CISA issues alert on Automated Logic WebCTRL premium server vulnerabilities

Automated Logic's WebCTRL Premium Server and associated products are affected by vulnerabilities involving open redirect and Cross-Site Scripting (XSS) weaknesses, potentially allowing attackers to redirect users to untrusted locations or execute harmful scripts.

The vulnerabilities include CVE-2024-8527, related to Open Redirect (CWE-601), affecting WebCTRL Server and Carrier i-Vu versions 6.1 through 8.5, along with Automated Logic SiteScan Web and Original Equipment Manufacturer (OEM) versions in the same range. This issue arises when the application accepts a user-supplied URL and redirects without validation. CVE-2024-8527 has Common Vulnerability Scoring System (CVSS) v3.1 and v4 base scores of 9.3 and 8.6, respectively. CVE-2024-8528 concerns XSS (CWE-79) due to insufficient sanitization of the “wbs” GET parameter in WebCTRL, impacting the same product versions. CVE-2024-8528 bears CVSS v3.1 and v4 scores of 7.5 and 5.4, respectively.

Exploitation may enable remote attackers to trick legitimate users into executing malicious scripts or redirect to harmful websites.

Automated Logic has addressed these issues in WebCTRL version 9.0. Earlier versions such as WebCTRL 6.1 and 7.0, and i-Vu 6.0 are no longer supported. Users are encouraged to upgrade to the fixed version and follow Automated Logic's security best practices documentation.

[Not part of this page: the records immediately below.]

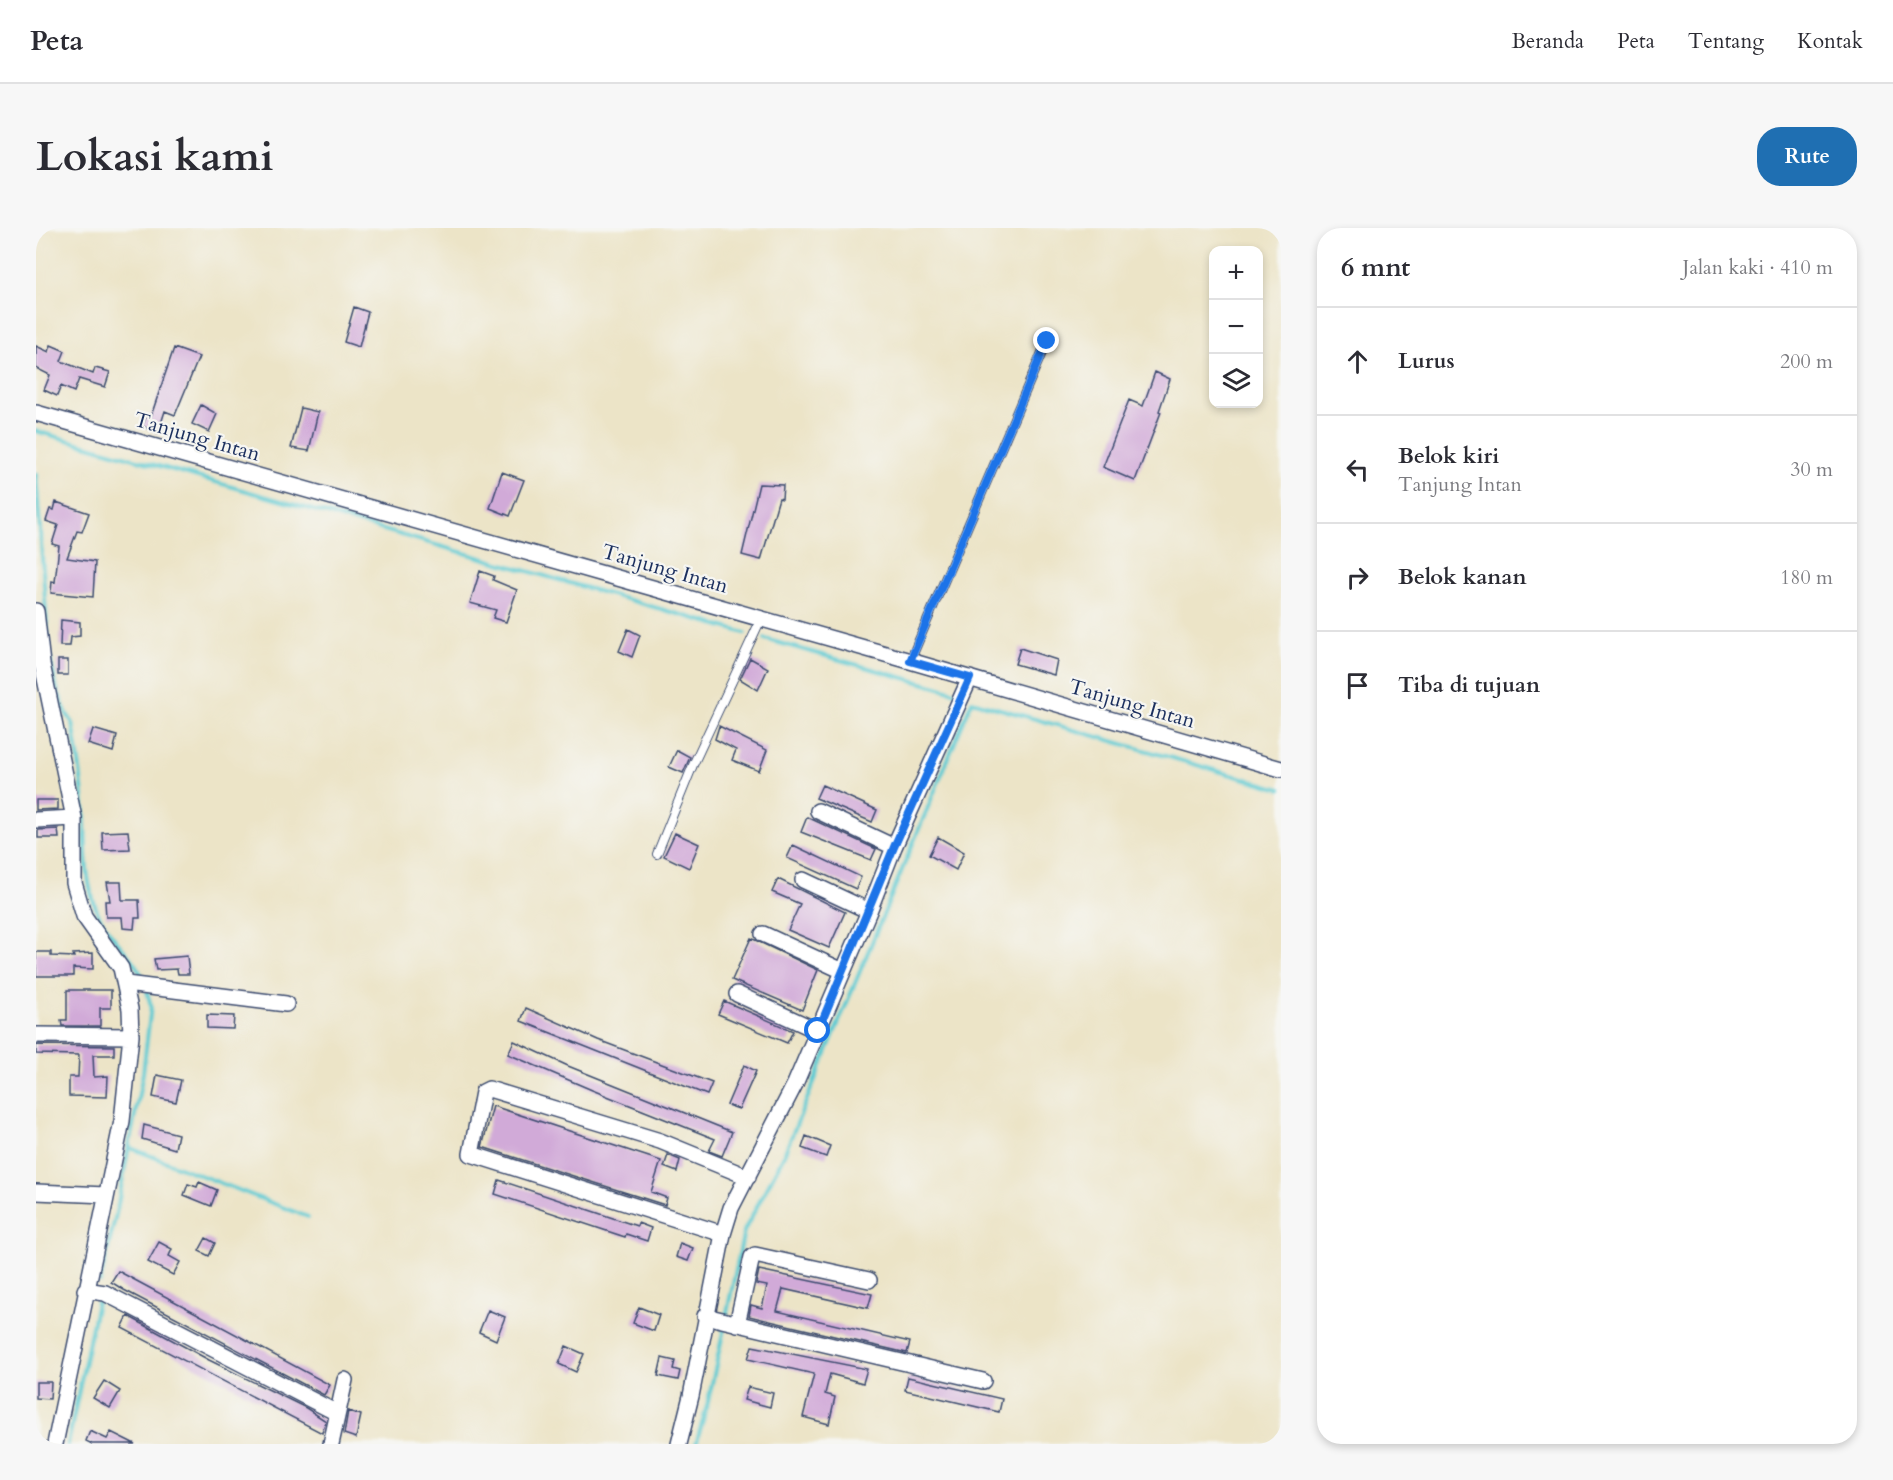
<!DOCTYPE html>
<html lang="id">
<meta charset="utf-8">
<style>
:root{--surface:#fff;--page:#f7f7f7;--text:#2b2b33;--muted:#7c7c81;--line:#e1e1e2;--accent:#1f6fb2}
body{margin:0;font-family:Cardo,serif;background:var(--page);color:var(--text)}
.controls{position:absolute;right:18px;top:18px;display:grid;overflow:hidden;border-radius:12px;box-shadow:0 3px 9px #0003}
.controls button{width:54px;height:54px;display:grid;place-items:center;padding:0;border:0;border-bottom:2px solid var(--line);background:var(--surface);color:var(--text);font:30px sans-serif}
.stop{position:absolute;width:18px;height:18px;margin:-14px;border:4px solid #1a73e8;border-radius:50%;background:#fff}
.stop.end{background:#1a73e8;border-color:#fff;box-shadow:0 2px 6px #0008}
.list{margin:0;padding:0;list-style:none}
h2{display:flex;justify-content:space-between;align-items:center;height:78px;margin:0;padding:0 24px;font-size:26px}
h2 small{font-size:20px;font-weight:400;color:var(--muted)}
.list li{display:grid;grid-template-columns:39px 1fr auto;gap:18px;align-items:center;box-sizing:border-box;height:108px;padding:0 24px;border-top:2px solid var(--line)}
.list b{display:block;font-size:22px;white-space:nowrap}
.list p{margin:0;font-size:20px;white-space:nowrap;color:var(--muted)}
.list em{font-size:20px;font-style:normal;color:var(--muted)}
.icon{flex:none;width:33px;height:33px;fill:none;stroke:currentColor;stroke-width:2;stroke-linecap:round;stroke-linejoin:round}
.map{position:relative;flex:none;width:1245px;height:1216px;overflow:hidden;border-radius:24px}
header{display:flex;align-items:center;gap:36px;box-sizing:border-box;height:84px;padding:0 30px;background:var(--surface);border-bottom:2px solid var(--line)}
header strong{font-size:28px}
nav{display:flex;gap:33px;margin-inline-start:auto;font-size:21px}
.intro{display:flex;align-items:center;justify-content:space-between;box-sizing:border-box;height:144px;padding:0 36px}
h1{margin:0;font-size:42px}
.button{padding:15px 27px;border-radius:24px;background:var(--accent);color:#fff;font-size:21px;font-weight:700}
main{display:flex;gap:36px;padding:0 36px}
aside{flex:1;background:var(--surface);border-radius:24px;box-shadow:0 3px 9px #0003}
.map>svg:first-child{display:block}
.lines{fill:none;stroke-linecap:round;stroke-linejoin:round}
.stream{stroke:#5dcad2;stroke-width:4}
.building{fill:#d1aad8}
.lane-casing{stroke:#3a4a6e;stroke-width:10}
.street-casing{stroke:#3a4a6e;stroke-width:18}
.lane{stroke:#fff;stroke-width:8}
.street{stroke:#fff;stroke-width:15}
.route{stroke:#1a73e8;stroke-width:8}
.labels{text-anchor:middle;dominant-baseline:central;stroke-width:4.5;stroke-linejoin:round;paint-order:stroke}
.street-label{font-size:21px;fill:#1b2f5e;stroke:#f6f6f2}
</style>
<header>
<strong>Peta</strong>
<nav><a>Beranda</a><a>Peta</a><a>Tentang</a><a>Kontak</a></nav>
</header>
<div class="intro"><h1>Lokasi kami</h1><a class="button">Rute</a></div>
<main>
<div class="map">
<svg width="1245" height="1216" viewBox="0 0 1245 1216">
<rect width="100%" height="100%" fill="#f6f6f2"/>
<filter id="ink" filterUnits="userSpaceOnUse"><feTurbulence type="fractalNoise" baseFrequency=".0167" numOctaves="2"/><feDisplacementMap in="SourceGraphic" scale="12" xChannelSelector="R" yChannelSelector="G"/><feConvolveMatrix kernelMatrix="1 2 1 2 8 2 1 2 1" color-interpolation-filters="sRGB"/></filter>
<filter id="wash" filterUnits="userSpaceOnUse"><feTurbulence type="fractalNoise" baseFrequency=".008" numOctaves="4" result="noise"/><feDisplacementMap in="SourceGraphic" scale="24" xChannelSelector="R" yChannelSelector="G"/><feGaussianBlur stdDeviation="1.35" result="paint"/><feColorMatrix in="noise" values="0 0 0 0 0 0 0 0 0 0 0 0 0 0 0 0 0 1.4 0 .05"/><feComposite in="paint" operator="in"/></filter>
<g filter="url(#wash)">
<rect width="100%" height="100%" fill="#ece4c7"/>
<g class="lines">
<path class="stream" d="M 0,203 L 709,405
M 0,246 L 13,426 L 21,461 L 30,485 L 37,495 C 42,527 48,562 49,595 C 50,626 49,656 62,685 C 73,711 98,727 108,753
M 729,411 L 922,465
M 92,919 L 272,989
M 64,1054 L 80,986 L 107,845 L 115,778 L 111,763
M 690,1089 L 708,1003 L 747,929 L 936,473 L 1245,561
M 32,1216 L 61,1074
M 660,1216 L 671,1178 L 689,1096"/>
</g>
<g id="blocks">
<path class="building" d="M 318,79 L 332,84 L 323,119 L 308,114 Z
M 15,117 L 29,123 L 25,133 L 57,146 L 59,140 L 74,144 L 69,159 L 43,151 L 38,164 L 25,158 L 21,168 L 8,162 L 14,147 L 0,140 L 0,118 L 13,124 Z
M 138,120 L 163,129 L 139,187 L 129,183 L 122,205 L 106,198 L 111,187 L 115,188 Z
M 1119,144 L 1134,151 L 1123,183 L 1125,184 L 1099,253 L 1067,239 L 1093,172 L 1107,178 Z
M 165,177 L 181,186 L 173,204 L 156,196 Z
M 265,180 L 282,184 L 273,223 L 255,220 Z
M 466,244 L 488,252 L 474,288 L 454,280 Z
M 723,256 L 747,257 L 746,271 L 743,270 L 725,332 L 706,327 Z
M 20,274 L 53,285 L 46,304 L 41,303 L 31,330 L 59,334 L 57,369 L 15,365 L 16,353 L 19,354 L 23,318 L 16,316 L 22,297 L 10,293 L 14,281 L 18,282 Z
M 444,343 L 458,348 L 457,352 L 481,362 L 470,394 L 457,390 L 460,382 L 434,375 Z
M 25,392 L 44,394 L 44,408 L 35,409 L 34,418 L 24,418 Z
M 592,401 L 604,407 L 596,429 L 583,423 Z
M 984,420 L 1021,432 L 1018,447 L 979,436 Z
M 714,430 L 732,440 L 722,462 L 704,451 Z
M 22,432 L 32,432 L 32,447 L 22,447 Z
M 683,498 L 731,522 L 723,543 L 696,532 L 700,522 L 679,511 Z
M 57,501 L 81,508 L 77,524 L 52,516 Z
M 641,522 L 654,529 L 647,545 L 633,539 Z
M 786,557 L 841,582 L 836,594 L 780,570 Z
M 0,572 L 22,572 L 22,581 L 0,582 Z
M 771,589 L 840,621 L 835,632 L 765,604 Z
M 22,601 L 23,610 L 2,610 L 2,602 Z
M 92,603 L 94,621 L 67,622 L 66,604 Z
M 639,605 L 663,616 L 653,640 L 628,628 Z
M 902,609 L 928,624 L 920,642 L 893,627 Z
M 757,617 L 825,649 L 820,661 L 751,630 Z
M 742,651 L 809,684 L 793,720 L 752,702 L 764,676 L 736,664 Z
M 71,654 L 85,654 L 86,672 L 103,672 L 104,690 L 99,690 L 98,701 L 87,700 L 86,689 L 70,689 L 69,673 L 74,673 Z
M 715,710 L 782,742 L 766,782 L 696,752 Z
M 0,724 L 15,724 L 15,728 L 38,729 L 37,726 L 57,725 L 57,741 L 37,740 L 37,748 L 0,748 Z
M 151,728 L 153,746 L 142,746 L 141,741 L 120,742 L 118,731 Z
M 31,762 L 75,762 L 75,780 L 64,780 L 64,798 L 26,798 L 25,792 L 31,792 Z
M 688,773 L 757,803 L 751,815 L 682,786 Z
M 490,780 L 562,812 L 676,855 L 671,867 L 485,793 Z
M 171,787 L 198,788 L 197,801 L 171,800 Z
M 478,813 L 532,838 L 696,904 L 686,928 L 673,923 L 679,911 L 556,862 L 472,826 Z
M 0,817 L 78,818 L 78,827 L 57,827 L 58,849 L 72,848 L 71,869 L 33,868 L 33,849 L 42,849 L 43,827 L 0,826 Z
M 708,837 L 720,843 L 703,881 L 691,877 Z
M 121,847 L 145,852 L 140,874 L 117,869 Z
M 457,878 L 625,933 L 615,964 L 631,970 L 629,977 L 446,919 Z
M 108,897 L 142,906 L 139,921 L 106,911 Z
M 770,908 L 794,918 L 790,929 L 766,920 Z
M 632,927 L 644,932 L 641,944 L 628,939 Z
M 463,952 L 601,998 L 602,995 L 615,1000 L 611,1013 L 590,1006 L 589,1009 L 459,966 Z
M 163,954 L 181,962 L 175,978 L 148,967 L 152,956 L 161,959 Z
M 170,1010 L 179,1015 L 173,1028 L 163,1023 Z
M 123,1014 L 136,1021 L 133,1028 L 144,1034 L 137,1047 L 112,1034 Z
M 644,1015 L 657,1020 L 652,1033 L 640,1029 Z
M 723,1042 L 836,1066 L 832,1080 L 747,1061 L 741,1083 L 874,1114 L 871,1125 L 713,1088 L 715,1077 L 726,1080 L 731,1058 L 720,1056 Z
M 82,1043 L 294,1157 L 288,1167 L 88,1062 L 75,1054 Z
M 603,1079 L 623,1087 L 618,1103 L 597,1095 Z
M 452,1082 L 469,1089 L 460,1112 L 443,1104 Z
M 92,1088 L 173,1132 L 270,1180 L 290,1193 L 286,1205 L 86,1100 Z
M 530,1118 L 548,1126 L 540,1144 L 523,1136 Z
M 716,1118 L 831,1141 L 827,1155 L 794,1146 L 789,1166 L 799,1169 L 793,1196 L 767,1189 L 778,1146 L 712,1131 Z
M 626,1130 L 639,1133 L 637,1141 L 644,1143 L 642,1152 L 622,1148 Z
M 872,1149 L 966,1171 L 963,1184 L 869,1162 Z
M 68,1153 L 84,1163 L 74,1180 L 57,1170 Z
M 0,1154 L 15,1154 L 14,1171 L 0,1170 Z
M 712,1159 L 737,1165 L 734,1179 L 708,1172 Z
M 312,1183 L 325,1187 L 320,1210 L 308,1206 Z
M 54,1203 L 71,1211 L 75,1204 L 99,1216 L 56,1216 L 50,1213 Z"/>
</g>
</g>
<g filter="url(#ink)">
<use href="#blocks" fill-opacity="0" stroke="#3a4a6e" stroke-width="1.5"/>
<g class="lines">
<g class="lane-casing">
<path id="lane" d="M 874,433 L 1011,113
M 621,626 L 657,537 L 725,391"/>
</g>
<g class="street-casing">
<path id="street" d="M 0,185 L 874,433 L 1245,541
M 0,383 L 6,436 L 38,590 L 38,655 L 48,688 L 85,740 L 94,781 L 95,808 L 86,893 L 19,1216
M 782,583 L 858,619
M 0,592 L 38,590
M 767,652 L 833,683
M 727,706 L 807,743
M 90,756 L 250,776
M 701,766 L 782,803
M 0,807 L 95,808
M 0,964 L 70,967
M 687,1006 L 435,926 L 447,864 L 453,861 L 624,913 L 712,949
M 49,1062 L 69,1065 L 301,1185
M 669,1088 L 947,1153
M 701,1096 L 716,1029 L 719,1027 L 833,1052
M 295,1216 L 309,1152
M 643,1216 L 655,1168 L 687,1006 L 695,980 L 759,856 L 833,683 L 858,619 L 934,450"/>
</g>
<use href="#lane" class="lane"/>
<use href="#street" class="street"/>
</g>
</g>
<g class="lines" filter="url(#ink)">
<path class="route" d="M 782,803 L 858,619 L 934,450 L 874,433 L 1011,113"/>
</g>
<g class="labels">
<g class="street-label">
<text transform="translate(161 209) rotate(16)">Tanjung Intan</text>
<text transform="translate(629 341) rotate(16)">Tanjung Intan</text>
<text transform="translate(1096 476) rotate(16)">Tanjung Intan</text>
</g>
</g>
</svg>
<div class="controls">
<button>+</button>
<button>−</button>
<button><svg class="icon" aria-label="layers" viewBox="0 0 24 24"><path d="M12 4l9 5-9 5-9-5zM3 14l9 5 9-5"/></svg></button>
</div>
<div class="stop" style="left:782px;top:803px"></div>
<div class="stop end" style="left:1011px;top:113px"></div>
</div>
<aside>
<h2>6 mnt<small>Jalan kaki · 410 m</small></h2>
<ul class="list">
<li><svg class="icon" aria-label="ahead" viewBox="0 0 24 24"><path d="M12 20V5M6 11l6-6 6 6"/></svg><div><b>Lurus</b></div><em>200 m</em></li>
<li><svg class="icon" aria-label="left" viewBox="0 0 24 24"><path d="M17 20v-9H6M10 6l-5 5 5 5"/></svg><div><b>Belok kiri</b><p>Tanjung Intan</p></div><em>30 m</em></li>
<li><svg class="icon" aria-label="right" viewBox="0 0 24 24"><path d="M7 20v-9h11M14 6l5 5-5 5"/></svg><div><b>Belok kanan</b></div><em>180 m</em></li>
<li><svg class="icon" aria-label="arrive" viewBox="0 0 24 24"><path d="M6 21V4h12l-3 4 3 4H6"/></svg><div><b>Tiba di tujuan</b></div></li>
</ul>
</aside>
</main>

Users should reduce network exposure of control system devices, restrict internet accessibility, and use firewalls to isolate control networks from business systems. If remote access is necessary, more secure connections like VPNs should be employed, keeping in mind VPNs must be current and secured. Organizations are advised to conduct impact assessments before applying defenses.

Additional resources on control system security and cyber defense strategies are available, and suspected malicious activity should be reported to relevant authorities. Preventive measures against social engineering include avoiding clicking unsolicited links and attachments, as outlined in established guidelines. No public exploitation of these vulnerabilities has been reported, and these issues are not remotely exploitable.